Exercise instructions: Word for word, restate the lines from the start of the data down to the line with "0 #b0ada4) drop-shadow(-2px", both included.

Saved entries:
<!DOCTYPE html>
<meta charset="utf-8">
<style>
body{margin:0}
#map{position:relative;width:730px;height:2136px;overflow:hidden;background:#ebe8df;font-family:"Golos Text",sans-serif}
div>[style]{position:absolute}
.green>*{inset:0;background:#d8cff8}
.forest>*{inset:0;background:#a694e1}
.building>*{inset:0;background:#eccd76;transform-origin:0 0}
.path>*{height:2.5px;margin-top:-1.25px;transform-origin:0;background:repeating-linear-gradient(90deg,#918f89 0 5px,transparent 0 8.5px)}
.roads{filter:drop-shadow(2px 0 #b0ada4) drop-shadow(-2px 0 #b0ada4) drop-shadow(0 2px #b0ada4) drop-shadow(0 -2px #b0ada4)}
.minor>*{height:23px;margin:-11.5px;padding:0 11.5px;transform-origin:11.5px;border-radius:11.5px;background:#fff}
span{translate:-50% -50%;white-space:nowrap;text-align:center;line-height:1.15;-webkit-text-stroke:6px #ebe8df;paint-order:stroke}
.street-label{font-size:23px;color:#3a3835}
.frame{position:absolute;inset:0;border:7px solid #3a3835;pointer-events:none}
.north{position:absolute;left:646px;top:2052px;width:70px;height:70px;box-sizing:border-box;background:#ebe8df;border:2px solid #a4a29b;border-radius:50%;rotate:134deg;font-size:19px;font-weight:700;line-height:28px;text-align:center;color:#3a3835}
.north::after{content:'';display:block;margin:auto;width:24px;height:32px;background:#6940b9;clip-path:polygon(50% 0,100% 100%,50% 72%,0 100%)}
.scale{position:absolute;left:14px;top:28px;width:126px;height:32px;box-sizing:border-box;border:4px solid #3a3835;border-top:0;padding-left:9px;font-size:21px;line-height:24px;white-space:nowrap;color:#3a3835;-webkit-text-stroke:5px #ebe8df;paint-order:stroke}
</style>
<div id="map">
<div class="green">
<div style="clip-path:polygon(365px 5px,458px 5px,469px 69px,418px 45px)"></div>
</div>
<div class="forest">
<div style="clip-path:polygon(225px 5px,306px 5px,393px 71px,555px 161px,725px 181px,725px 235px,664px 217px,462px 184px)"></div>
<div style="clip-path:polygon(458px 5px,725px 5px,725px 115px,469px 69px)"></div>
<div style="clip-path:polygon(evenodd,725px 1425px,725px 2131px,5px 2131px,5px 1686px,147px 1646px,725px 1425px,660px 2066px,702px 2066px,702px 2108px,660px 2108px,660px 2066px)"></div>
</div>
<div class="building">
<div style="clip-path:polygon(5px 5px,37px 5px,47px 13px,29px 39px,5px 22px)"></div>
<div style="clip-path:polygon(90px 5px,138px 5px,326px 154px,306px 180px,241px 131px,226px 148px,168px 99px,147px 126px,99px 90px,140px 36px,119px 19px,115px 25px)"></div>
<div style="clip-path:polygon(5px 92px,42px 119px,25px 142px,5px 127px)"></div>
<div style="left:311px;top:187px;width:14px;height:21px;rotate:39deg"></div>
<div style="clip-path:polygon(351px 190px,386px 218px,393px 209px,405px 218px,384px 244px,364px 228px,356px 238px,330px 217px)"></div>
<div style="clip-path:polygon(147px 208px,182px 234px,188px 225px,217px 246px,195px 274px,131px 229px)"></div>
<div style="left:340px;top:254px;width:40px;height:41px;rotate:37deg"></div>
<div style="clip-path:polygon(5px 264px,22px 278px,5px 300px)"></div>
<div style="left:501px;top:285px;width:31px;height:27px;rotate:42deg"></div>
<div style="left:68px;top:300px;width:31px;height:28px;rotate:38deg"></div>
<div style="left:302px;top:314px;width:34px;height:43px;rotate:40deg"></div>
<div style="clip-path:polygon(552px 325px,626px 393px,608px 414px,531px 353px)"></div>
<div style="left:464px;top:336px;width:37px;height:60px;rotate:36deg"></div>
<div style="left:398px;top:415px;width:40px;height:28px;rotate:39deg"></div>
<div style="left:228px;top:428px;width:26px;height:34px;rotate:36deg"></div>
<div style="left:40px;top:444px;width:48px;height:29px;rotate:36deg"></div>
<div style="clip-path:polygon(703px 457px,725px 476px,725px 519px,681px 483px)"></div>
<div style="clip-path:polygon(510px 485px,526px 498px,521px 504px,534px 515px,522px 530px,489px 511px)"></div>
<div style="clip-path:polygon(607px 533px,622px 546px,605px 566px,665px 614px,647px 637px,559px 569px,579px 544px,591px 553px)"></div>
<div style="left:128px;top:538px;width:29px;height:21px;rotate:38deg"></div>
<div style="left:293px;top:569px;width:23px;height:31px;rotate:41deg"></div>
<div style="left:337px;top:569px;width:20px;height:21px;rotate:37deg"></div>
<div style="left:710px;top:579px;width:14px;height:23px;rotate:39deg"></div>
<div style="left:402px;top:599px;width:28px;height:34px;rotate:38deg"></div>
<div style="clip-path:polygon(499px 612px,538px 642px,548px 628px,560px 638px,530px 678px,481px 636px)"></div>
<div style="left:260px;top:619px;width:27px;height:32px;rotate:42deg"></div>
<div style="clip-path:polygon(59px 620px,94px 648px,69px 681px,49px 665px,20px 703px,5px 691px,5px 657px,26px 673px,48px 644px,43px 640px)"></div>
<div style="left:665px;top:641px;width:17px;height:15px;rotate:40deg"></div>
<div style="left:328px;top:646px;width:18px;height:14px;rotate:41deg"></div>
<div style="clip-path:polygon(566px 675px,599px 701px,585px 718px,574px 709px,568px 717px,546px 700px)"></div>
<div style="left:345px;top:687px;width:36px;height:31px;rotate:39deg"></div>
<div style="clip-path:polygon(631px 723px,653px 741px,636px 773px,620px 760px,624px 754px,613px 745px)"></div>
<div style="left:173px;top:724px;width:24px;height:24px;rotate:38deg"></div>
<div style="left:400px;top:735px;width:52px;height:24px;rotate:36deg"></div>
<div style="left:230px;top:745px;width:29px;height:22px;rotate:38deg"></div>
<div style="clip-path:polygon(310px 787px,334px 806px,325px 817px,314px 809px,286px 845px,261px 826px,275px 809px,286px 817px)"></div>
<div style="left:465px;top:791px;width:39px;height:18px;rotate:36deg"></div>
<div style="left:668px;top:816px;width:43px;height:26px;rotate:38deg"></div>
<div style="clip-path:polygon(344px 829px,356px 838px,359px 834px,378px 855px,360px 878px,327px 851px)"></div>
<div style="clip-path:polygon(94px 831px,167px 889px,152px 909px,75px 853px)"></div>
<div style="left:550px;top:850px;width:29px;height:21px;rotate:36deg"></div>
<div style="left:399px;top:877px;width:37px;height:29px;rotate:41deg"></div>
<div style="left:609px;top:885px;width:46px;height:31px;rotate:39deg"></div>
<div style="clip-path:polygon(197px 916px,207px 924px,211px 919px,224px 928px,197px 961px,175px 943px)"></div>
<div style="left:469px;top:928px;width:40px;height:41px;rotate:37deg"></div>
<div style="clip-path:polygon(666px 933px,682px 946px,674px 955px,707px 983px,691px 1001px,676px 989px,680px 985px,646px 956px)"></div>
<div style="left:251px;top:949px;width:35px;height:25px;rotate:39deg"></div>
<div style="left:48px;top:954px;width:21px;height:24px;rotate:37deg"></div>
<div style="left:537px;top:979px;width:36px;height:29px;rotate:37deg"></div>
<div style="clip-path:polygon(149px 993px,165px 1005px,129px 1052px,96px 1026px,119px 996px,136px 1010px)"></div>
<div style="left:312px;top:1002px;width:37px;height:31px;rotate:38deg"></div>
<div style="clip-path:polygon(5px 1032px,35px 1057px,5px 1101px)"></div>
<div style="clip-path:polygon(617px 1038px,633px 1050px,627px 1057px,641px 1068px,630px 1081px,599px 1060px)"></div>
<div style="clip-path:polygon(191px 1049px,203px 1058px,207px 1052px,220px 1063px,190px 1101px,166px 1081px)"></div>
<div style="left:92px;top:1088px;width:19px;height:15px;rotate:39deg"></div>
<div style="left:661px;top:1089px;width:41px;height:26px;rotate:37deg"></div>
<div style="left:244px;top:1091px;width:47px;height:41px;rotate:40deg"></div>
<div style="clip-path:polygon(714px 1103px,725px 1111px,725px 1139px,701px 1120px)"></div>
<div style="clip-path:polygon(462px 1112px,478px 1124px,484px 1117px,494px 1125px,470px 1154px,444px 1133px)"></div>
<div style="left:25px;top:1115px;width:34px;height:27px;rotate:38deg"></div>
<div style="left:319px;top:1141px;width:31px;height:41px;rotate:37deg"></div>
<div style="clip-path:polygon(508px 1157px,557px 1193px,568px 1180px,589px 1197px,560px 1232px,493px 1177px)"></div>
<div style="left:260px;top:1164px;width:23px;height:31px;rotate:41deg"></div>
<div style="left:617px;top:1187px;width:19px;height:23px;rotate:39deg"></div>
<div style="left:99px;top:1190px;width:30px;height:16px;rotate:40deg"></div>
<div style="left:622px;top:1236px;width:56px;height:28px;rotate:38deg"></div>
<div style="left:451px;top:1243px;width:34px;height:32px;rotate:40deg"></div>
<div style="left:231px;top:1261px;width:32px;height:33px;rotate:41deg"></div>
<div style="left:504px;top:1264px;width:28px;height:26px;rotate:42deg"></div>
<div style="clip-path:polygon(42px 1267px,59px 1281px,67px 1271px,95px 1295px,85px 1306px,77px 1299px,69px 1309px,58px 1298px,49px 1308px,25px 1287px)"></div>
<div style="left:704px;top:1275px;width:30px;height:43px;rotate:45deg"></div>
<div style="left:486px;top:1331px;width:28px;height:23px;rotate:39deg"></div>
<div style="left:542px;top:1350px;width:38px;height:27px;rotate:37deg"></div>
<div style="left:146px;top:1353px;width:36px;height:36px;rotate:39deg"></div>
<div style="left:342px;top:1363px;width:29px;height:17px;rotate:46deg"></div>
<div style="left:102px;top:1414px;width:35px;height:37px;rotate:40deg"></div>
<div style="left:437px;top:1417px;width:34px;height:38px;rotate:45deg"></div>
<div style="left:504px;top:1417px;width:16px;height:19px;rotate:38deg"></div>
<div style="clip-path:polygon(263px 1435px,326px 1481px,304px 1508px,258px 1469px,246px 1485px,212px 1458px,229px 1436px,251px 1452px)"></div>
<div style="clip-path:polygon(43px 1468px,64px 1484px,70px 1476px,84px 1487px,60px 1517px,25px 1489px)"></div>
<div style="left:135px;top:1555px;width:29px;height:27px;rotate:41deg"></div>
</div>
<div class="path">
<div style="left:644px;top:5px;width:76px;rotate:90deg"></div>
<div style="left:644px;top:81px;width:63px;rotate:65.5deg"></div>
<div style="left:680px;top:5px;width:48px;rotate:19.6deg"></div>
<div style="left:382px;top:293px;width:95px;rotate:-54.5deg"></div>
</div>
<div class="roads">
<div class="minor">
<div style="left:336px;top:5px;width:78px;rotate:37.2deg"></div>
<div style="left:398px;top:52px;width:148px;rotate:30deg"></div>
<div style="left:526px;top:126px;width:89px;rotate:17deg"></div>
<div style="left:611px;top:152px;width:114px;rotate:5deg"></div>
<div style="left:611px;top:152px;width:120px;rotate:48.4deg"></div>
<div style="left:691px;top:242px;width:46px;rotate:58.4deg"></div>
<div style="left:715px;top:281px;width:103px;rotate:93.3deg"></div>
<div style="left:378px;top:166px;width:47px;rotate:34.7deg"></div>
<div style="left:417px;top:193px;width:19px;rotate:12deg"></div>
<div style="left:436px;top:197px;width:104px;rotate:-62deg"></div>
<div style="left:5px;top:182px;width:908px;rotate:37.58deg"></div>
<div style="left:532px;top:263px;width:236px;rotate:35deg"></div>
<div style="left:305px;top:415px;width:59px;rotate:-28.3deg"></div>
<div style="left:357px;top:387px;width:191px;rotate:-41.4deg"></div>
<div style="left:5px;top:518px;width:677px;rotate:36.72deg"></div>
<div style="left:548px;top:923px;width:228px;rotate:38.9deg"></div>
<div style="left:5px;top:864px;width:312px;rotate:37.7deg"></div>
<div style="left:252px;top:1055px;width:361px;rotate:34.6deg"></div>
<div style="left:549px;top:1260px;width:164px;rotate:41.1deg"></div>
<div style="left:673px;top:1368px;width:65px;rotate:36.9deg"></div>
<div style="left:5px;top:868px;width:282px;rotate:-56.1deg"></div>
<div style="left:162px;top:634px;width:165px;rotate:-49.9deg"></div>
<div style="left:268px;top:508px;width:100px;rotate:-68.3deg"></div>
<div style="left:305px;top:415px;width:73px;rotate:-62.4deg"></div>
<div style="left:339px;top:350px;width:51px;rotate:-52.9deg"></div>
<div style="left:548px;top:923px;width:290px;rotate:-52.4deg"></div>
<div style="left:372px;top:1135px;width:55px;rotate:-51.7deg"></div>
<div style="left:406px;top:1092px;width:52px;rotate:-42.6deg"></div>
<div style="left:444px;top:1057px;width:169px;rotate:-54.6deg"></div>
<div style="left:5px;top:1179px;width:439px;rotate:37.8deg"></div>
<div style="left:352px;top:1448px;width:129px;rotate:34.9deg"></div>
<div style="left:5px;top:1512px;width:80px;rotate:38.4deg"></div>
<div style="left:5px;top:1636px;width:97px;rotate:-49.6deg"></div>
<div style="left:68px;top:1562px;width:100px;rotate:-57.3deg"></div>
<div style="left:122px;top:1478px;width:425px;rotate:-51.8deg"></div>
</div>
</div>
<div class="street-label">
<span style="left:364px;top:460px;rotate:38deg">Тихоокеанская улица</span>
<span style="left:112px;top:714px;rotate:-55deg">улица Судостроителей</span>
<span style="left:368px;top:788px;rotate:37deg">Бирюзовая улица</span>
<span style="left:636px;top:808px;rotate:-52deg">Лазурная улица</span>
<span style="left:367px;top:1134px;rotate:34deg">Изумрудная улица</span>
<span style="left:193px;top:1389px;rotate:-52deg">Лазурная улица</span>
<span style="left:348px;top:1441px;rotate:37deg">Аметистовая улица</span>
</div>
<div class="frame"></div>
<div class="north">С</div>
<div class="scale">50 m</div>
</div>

Problem solution:
<!DOCTYPE html>
<meta charset="utf-8">
<style>
body{margin:0}
#map{position:relative;width:730px;height:2136px;overflow:hidden;background:#ebe8df;font-family:"Golos Text",sans-serif}
div>[style]{position:absolute}
.green>*{inset:0;background:#d8cff8}
.forest>*{inset:0;background:#a694e1}
.building>*{inset:0;background:#eccd76;transform-origin:0 0}
.path>*{height:2.5px;margin-top:-1.25px;transform-origin:0;background:repeating-linear-gradient(90deg,#918f89 0 5px,transparent 0 8.5px)}
.roads{filter:drop-shadow(2px 0 #b0ada4) drop-shadow(-2px 0 #b0ada4) drop-shadow(0 2px #b0ada4) drop-shadow(0 -2px #b0ada4)}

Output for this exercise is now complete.